To detect glaucoma, our ophthalmologist will test your visual acuity and visual field as well as the pressure in your eye. Regular eye exams help to
monitor the changes in your eyesight and to determine whether you may develop glaucoma.
During a glaucoma evaluation, your ophthalmologist will perform the following tests:
Tonometry measures your IOP by determining how your cornea responds when an instrument (or sometimes a puff of air) presses on the surface of your
eye. Eyedrops are usually used to numb the surface of your eye for this test.
For this test, your ophthalmologist inspects your eye’s drainage angle the area where fluid drains out of your eye. During gonioscopy, you sit in a
chair facing the microscope used to look inside your eye. You will place your chin on a chin rest and your forehead against a support bar while
looking straight ahead. The goniolens is placed lightly on the front of your eye, and a narrow beam of light is directed into your eye while your
doctor looks through the slit lamp at the drainag angle.Drops will be used to numb the eye before the test.

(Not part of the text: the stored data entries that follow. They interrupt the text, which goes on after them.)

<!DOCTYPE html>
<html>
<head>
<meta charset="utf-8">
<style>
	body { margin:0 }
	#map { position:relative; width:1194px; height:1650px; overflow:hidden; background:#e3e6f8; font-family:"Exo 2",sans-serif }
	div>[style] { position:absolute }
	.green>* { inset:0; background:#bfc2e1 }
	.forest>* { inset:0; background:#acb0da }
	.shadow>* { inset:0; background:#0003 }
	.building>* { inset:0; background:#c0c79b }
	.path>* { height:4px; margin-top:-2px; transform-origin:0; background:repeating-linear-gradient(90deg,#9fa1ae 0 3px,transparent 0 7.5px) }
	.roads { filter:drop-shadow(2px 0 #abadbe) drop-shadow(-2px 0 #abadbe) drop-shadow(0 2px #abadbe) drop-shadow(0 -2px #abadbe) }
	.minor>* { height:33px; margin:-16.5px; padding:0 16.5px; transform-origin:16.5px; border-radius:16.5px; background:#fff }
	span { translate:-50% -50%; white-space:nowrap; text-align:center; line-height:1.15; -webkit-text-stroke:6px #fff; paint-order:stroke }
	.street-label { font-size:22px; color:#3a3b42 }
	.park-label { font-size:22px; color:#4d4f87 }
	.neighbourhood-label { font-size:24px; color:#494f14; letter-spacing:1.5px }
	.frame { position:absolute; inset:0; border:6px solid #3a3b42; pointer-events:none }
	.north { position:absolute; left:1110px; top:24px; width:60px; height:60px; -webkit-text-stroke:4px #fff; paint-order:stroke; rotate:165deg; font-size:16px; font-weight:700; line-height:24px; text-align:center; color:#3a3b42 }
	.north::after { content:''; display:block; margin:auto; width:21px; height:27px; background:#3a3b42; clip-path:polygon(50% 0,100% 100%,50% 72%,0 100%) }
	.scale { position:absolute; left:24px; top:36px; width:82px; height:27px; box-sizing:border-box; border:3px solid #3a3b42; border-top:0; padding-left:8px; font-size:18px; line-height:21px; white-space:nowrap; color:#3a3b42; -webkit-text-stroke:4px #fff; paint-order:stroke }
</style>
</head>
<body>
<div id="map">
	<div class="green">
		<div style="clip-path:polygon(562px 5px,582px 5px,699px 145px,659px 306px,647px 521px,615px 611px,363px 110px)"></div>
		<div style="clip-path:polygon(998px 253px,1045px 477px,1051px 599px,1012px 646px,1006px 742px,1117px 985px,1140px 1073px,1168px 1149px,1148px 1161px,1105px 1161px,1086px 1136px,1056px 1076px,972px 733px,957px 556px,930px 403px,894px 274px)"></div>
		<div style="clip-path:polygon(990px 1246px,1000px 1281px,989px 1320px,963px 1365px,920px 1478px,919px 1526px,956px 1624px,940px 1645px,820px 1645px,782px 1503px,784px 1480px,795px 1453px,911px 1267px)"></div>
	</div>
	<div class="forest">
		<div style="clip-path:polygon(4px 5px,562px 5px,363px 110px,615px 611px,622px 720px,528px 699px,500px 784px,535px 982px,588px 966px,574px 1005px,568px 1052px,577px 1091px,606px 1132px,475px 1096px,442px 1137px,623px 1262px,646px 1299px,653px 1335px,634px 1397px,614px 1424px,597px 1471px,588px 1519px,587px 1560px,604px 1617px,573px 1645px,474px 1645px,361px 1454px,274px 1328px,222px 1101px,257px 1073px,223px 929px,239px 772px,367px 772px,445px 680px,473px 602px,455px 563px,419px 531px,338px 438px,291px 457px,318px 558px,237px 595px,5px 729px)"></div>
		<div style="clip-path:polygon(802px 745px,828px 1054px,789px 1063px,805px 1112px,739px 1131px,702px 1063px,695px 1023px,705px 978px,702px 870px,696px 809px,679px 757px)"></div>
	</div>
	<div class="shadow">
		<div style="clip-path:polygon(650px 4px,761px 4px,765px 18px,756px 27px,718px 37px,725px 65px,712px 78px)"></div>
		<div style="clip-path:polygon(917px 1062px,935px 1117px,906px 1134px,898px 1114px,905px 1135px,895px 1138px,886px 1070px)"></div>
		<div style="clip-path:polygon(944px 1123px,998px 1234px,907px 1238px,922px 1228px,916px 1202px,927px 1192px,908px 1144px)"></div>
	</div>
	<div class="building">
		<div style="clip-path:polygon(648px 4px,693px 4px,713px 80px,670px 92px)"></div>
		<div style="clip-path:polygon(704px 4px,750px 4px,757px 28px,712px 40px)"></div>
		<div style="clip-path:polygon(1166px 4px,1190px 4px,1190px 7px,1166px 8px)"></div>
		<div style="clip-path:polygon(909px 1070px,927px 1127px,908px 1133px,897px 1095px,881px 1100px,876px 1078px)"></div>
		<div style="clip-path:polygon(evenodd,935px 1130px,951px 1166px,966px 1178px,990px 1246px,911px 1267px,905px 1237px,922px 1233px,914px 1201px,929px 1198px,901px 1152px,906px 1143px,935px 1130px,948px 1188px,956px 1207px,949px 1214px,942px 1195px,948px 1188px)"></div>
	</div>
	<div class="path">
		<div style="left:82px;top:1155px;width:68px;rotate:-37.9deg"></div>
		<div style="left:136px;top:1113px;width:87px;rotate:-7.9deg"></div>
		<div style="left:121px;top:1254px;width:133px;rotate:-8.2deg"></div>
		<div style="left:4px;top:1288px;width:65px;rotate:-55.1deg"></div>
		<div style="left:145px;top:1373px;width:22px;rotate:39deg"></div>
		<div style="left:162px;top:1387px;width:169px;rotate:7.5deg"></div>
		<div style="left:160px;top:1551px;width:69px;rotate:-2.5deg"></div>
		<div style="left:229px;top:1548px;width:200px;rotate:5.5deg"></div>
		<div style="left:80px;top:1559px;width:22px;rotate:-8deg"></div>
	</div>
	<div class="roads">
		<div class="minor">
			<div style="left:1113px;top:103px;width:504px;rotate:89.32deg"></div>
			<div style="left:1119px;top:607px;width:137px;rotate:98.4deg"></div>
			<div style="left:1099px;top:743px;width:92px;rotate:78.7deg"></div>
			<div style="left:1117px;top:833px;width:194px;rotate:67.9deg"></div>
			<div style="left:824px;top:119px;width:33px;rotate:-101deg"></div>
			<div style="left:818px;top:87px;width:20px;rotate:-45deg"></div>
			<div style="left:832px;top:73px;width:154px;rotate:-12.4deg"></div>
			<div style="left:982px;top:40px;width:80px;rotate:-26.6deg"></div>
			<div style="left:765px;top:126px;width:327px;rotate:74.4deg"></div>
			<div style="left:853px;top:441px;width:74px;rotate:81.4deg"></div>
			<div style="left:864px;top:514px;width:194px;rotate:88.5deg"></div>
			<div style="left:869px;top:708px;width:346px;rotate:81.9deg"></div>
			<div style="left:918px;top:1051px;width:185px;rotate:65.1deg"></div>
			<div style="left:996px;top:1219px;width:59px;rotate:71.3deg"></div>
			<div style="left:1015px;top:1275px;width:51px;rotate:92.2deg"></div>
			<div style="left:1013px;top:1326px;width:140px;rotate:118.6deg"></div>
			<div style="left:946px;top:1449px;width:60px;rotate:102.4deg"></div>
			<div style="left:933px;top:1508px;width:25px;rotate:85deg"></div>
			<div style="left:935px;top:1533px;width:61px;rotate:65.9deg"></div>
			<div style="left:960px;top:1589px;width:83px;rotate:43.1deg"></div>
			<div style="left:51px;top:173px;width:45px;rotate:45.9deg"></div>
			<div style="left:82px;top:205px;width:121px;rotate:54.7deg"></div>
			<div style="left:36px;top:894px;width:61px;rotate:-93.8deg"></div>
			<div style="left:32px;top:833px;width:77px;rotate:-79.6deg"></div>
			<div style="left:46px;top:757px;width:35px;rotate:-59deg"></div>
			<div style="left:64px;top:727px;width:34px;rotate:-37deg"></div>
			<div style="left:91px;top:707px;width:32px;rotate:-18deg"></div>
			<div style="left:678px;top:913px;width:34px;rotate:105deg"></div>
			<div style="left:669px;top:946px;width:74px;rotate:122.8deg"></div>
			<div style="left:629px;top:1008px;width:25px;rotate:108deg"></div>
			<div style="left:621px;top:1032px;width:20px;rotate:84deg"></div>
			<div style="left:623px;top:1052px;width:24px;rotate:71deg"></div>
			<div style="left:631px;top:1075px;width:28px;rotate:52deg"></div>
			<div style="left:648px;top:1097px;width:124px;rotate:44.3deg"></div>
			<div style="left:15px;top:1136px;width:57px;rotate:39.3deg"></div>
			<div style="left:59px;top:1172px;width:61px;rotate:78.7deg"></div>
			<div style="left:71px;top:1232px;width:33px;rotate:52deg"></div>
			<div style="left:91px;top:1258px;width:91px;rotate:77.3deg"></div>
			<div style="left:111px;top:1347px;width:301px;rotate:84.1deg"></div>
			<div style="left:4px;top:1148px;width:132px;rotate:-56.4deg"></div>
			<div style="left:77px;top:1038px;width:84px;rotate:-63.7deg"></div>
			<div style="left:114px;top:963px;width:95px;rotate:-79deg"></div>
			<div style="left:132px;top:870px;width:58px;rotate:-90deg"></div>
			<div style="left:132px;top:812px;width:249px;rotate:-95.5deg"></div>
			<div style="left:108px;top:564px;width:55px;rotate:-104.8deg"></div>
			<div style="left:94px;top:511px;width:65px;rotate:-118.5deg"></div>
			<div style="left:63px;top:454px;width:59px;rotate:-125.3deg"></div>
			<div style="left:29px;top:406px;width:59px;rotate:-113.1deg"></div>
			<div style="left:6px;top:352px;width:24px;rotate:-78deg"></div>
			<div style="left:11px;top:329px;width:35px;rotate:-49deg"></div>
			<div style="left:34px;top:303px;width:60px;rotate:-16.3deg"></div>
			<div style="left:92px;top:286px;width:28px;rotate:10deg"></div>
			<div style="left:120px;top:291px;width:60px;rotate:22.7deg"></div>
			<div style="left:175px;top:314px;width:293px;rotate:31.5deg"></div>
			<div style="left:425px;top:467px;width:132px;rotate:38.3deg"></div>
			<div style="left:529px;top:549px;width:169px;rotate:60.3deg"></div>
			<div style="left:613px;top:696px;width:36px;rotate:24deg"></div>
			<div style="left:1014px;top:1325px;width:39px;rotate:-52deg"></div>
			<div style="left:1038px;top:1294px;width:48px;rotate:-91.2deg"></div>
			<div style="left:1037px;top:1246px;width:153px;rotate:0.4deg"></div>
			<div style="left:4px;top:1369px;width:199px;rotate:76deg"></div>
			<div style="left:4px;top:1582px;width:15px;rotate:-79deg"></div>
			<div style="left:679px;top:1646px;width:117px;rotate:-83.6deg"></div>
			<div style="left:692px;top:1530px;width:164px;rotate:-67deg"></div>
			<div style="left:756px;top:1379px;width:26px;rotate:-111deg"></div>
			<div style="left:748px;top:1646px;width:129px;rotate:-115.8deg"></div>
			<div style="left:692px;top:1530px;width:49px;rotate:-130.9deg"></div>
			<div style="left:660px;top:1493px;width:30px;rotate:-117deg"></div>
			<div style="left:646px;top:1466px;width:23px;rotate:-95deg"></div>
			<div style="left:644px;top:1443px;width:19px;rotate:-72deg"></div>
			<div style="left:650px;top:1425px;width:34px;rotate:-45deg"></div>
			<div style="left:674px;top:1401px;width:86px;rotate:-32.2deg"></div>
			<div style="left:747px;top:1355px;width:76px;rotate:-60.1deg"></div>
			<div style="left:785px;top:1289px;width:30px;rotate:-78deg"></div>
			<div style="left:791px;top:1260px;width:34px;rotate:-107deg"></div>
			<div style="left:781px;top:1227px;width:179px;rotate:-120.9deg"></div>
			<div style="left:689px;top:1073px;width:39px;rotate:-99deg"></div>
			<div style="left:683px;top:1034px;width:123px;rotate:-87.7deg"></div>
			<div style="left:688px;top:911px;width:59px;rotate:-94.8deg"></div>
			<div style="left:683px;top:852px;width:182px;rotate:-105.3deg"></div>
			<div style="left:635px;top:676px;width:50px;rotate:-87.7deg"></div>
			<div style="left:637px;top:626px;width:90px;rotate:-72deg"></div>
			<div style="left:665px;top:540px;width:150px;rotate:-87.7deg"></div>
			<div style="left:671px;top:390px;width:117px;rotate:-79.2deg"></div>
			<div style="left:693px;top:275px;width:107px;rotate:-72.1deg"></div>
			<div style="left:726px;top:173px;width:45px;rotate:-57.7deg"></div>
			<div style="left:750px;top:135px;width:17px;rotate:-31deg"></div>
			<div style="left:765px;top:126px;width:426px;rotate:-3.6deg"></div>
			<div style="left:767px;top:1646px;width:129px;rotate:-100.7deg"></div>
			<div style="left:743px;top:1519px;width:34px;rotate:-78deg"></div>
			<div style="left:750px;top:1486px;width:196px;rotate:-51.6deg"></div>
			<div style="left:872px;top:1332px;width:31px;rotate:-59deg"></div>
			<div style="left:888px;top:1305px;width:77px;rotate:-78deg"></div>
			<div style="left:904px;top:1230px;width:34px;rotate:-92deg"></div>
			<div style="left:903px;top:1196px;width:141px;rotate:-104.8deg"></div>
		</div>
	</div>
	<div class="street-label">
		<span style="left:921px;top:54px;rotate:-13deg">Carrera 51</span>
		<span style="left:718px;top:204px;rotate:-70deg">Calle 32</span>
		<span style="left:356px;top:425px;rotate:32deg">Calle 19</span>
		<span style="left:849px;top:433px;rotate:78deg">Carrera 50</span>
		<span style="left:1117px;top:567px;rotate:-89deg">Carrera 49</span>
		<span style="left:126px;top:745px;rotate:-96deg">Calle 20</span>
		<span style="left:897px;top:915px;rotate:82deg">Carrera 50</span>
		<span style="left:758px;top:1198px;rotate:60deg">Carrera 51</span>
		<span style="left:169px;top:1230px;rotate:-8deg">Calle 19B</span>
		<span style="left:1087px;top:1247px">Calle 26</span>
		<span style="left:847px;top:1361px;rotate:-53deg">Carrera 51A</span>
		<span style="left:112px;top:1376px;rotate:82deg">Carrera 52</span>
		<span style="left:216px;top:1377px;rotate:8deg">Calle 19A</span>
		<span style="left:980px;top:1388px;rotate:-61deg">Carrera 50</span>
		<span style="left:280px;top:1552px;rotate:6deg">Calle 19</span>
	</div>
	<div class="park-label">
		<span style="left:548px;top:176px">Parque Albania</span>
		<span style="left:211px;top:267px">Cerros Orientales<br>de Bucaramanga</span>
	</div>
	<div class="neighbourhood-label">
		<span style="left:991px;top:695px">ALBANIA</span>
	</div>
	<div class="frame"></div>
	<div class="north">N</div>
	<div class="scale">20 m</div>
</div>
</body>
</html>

With this test, your ophthalmologist can evaluate whether or not there is any optic nerve damage by looking at the back of the eye (called the fundus).
There are two types of ophthalmoscopy: direct and indirect. With direct ophthalmoscopy, your ophthalmologist uses a small flashlight-like instrument
with several lenses that magnifies up to about 15 times. With indirect ophthalmoscopy, the ophthalmologist wears a headband with a light attached
and uses a small handheld lens to look inside your eye. Indirect ophthalmoscopy allows a better view of the fundus, even if your natural lens is
clouded by cataracts.
Visual field test
The peripheral (side) vision of each eye is tested with visual field testing, or perimetry. For this test, you sit at a bowl-shaped instrument called
a perimeter. While you stare at the center of the bowl, lights flash. Each time you see a flash, you press a button. A computer records your response
to each flash. This test shows if you have any areas of vision loss. Loss of peripheral vision is often an early sign of glaucoma.
Sometimes photographs or other computerized images are taken of the optic nerve to inspect the nerve more closely for damage from elevated pressure
in the eye.
Different scanners may be used to better determine the configuration of the optic nerve head or retinal nerve fiber layer.
Each of these evaluation tools is an important way to monitor your vision to help ensure that glaucoma does not rob you of your sight. Some of these
tests will not be necessary for everyone. Your ophthalmologist will discuss which tests are best for you. Some tests may need to be repeated on
a regular basis to monitor any changes in your vision caused by glaucoma.